Work instructions –
List all lines of the data containing the word "scale".
[Supplied data — start]
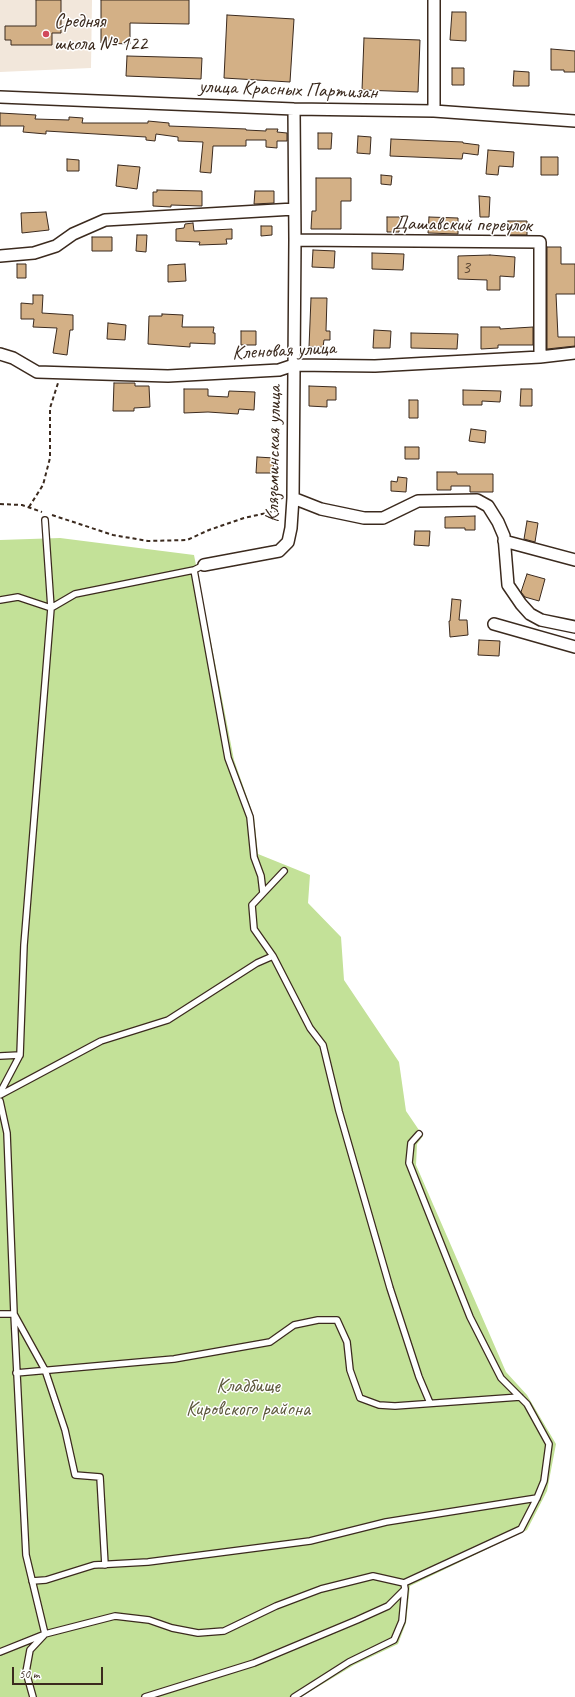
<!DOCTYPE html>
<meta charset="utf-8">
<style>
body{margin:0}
#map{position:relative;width:575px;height:1697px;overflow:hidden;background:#fff;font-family:Caveat,sans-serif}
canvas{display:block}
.scale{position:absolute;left:12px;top:1667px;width:91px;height:18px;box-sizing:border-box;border:2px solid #3b2a1e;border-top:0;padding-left:5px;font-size:12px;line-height:14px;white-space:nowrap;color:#3b2a1e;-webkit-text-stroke:3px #fff;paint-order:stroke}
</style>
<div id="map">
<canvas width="575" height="1697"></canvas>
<div class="scale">50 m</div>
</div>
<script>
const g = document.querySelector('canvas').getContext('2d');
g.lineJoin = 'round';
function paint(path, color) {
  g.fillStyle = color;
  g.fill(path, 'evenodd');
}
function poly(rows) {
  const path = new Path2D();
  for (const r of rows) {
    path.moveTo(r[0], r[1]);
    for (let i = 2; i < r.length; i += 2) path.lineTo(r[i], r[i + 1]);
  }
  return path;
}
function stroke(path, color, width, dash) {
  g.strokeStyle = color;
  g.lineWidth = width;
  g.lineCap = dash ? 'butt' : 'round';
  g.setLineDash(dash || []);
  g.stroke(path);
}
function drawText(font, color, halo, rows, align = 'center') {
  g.font = font + ' Caveat,sans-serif';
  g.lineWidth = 3;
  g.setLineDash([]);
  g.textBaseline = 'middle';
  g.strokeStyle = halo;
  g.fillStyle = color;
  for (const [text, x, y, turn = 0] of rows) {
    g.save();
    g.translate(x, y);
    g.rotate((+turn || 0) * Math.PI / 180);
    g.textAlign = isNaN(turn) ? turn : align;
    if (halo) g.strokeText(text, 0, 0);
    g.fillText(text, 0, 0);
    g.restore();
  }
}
paint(poly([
 [0,0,92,0,91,68,0,72]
]), '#f2e7db');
paint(poly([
 [60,538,194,555,234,760,254,817,258,854,310,875,308,903,341,937,344,980,399,1062,406,1111,423,1136,417,1144,416,1165,506,1372,527,1395,556,1444,547,1491,527,1530,410,1586,406,1623,398,1644,354,1665,301,1697,0,1697,0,540]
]), '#c3e198');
const building = poly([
 [36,0,61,0,61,33,52,33,52,45,11,45,11,40,5,40,5,26,36,26,36,0],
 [101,0,189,0,189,24,130,23,130,44,101,43,101,0],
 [452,12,466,12,466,41,450,40,452,12],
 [227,15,294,19,290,82,224,78,227,15],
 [364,38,420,40,418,92,362,90,364,38],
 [551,49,575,51,575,72,564,72,564,70,551,70,551,49],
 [127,56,202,58,201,79,126,76,127,56],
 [452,68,464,68,464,85,452,85,452,68],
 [514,71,529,72,529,86,513,86,514,71],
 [0,113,36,115,35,119,69,120,69,117,83,118,82,123,148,123,148,121,169,123,169,126,246,129,246,130,266,131,266,129,278,129,277,132,287,133,287,141,277,141,277,148,266,147,266,140,246,140,246,146,213,146,211,173,200,172,203,142,178,141,178,137,156,134,155,141,146,140,146,137,46,131,46,134,23,132,24,126,0,126,0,113],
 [318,133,332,133,331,149,318,149,318,133],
 [358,136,371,137,370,154,357,153,358,136],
 [391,139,463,142,463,143,479,145,478,155,463,153,462,159,390,156,391,139],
 [488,150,514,152,513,167,499,166,498,175,486,174,488,150],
 [541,157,558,157,558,175,541,175,541,157],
 [67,159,79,160,79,171,67,171,67,159],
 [118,165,140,167,137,189,116,186,118,165],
 [381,175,392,176,391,185,381,184,381,175],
 [316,178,351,178,351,201,341,201,341,229,311,229,312,211,316,211,316,178],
 [157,190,202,191,202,206,171,205,171,207,153,206,153,192,157,192,157,190],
 [255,191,274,191,274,203,254,204,255,191],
 [479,196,490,197,489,217,480,217,479,196],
 [46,212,49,230,22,233,21,213,46,212],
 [387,217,400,217,399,232,387,232,387,217],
 [429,217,458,218,458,234,428,233,429,217],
 [508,221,527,221,527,235,508,235,508,221],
 [193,223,194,231,232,229,232,239,226,239,227,244,199,245,200,242,176,241,176,229,184,228,185,224,193,223],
 [261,226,272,226,272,235,261,236,261,226],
 [137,235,147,235,146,252,136,251,137,235],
 [92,237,112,237,112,251,92,251,92,237],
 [547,247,561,247,561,264,575,264,575,294,556,294,558,337,575,337,575,346,547,349,547,247],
 [313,250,335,251,334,268,312,267,313,250],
 [372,253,404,254,403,270,372,269,372,253],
 [490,255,515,257,514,277,500,276,500,290,487,290,487,280,458,279,458,256,490,255],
 [17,264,26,264,26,278,17,278,17,264],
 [185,264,186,281,168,282,168,265,185,264],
 [33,295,43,295,42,313,73,315,73,330,70,330,67,355,53,353,57,328,33,327,34,319,21,319,21,303,33,304,33,295],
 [311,298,327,298,326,331,330,331,330,340,324,340,323,347,309,347,311,298],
 [162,314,183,315,182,327,214,327,213,333,215,333,215,344,190,343,190,347,148,344,149,316,162,316,162,314],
 [108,323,126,325,125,340,107,339,108,323],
 [481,327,500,327,500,329,533,327,533,345,498,345,498,348,481,349,481,327],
 [374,330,391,331,390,348,373,348,374,330],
 [241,331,256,331,256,345,241,345,241,331],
 [411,333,458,334,457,349,411,348,411,333],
 [114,383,135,383,135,386,149,386,150,407,134,408,134,411,113,411,114,383],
 [309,386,336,387,336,400,327,400,327,407,309,406,309,386],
 [184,389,208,389,208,396,228,397,229,391,255,392,254,410,239,409,238,414,208,412,184,413,184,389],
 [521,389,532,389,532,406,520,406,521,389],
 [463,390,501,391,500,402,482,401,482,405,463,405,463,390],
 [409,400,418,400,418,418,409,418,409,400],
 [471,429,486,431,485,443,469,441,471,429],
 [405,447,419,447,419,459,405,459,405,447],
 [257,457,274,458,273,473,256,473,257,457],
 [437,472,457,472,457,474,493,474,493,492,470,492,470,486,451,486,451,490,437,490,437,472],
 [398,477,407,478,406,492,391,491,391,481,397,482,398,477],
 [475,516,475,530,465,530,465,528,445,528,445,517,475,516],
 [527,521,538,523,535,542,524,539,527,521],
 [415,531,430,531,429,546,414,545,415,531],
 [527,574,545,579,539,601,525,597,521,592,527,574],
 [452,599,461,600,459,620,467,620,468,635,450,637,449,621,450,621,452,599],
 [479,640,500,641,499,656,478,655,479,640]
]);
paint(building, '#d3b086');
stroke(building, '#3b2a1e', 1);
const service = poly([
 [194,570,228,758,250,817,254,857,261,876,263,893],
 [0,600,18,597,51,608,75,594,194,570,204,565],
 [273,956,310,1028,323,1045,339,1111,390,1288,419,1377,430,1403],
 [0,1056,20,1055],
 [0,1093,20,1055,24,945,51,608,45,520],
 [0,1095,101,1041,168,1020,257,963,273,956,254,929,252,905,284,871],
 [0,1101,7,1133,14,1314,26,1555,45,1634,30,1650,26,1672,33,1697],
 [0,1314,14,1314,45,1370,65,1430,75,1475,100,1477,105,1565],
 [16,1373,174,1359,270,1342,294,1325,318,1320,337,1320,347,1342,350,1370,360,1398,379,1405,395,1406,520,1397],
 [32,1581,46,1580,94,1565,148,1562,310,1541,386,1522,537,1498],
 [0,1652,45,1634,115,1616,149,1620,172,1628,198,1633,224,1631,276,1606,321,1589,373,1576,404,1583,521,1529,537,1498,544,1481,549,1444,527,1404,501,1378,470,1317,409,1163,411,1143,419,1134],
 [145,1697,254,1663,357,1620,388,1606,405,1589,404,1583],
 [294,1697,349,1662,394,1640,402,1621,405,1589]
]);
const minor = poly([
 [0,97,294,109,434,111,575,121],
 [434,111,434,0],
 [295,240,540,242,540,357],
 [0,256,34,253,56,246,73,234,105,220,294,209],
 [0,354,13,358,37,372,168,376,279,370,294,365,375,366,540,357,575,353],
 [293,498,321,509,364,518,383,518,418,501,477,500,488,506,498,522,504,536,508,585,521,604,530,614,541,620,575,627],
 [504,541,575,560],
 [204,565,279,551,288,542,291,528,293,498,295,240,294,109],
 [494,624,575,647]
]);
stroke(service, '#3b2a1e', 8);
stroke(minor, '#3b2a1e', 14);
stroke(poly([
 [0,504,22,505,42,512],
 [29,507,43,485,50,458,50,408,58,383],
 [52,515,113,535,148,541,187,540,209,530,244,518,280,510]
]), '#3b2a1e', 2, [4, 3]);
stroke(service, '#fff', 5.5);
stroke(minor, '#fff', 11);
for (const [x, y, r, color] of [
 [46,34,4,"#d1495b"]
]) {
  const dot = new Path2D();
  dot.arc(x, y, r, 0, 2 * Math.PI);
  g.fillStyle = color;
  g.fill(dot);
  stroke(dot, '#fff', 1.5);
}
drawText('18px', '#614c38', null, [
 ["3",466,268]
]);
drawText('20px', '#3b2a1e', '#fff', [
 ["Средняя",54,22],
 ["школа № 122",54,45]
], 'left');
drawText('20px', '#3b2a1e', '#fff', [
 ["улица Красных Партизан",288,90,2],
 ["Дашавский переулок",462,225,1],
 ["Кленовая улица",284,351,-3],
 ["Клязьминская улица",274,454,-89]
]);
drawText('20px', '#5d583c', '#fff', [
 ["Кладбище",248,1387],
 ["Кировского района",248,1410]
]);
</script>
[Supplied data — finish]
Task answer –
.scale{position:absolute;left:12px;top:1667px;width:91px;height:18px;box-sizing:border-box;border:2px solid #3b2a1e;border-top:0;padding-left:5px;font-size:12px;line-height:14px;white-space:nowrap;color:#3b2a1e;-webkit-text-stroke:3px #fff;paint-order:stroke}
<div class="scale">50 m</div>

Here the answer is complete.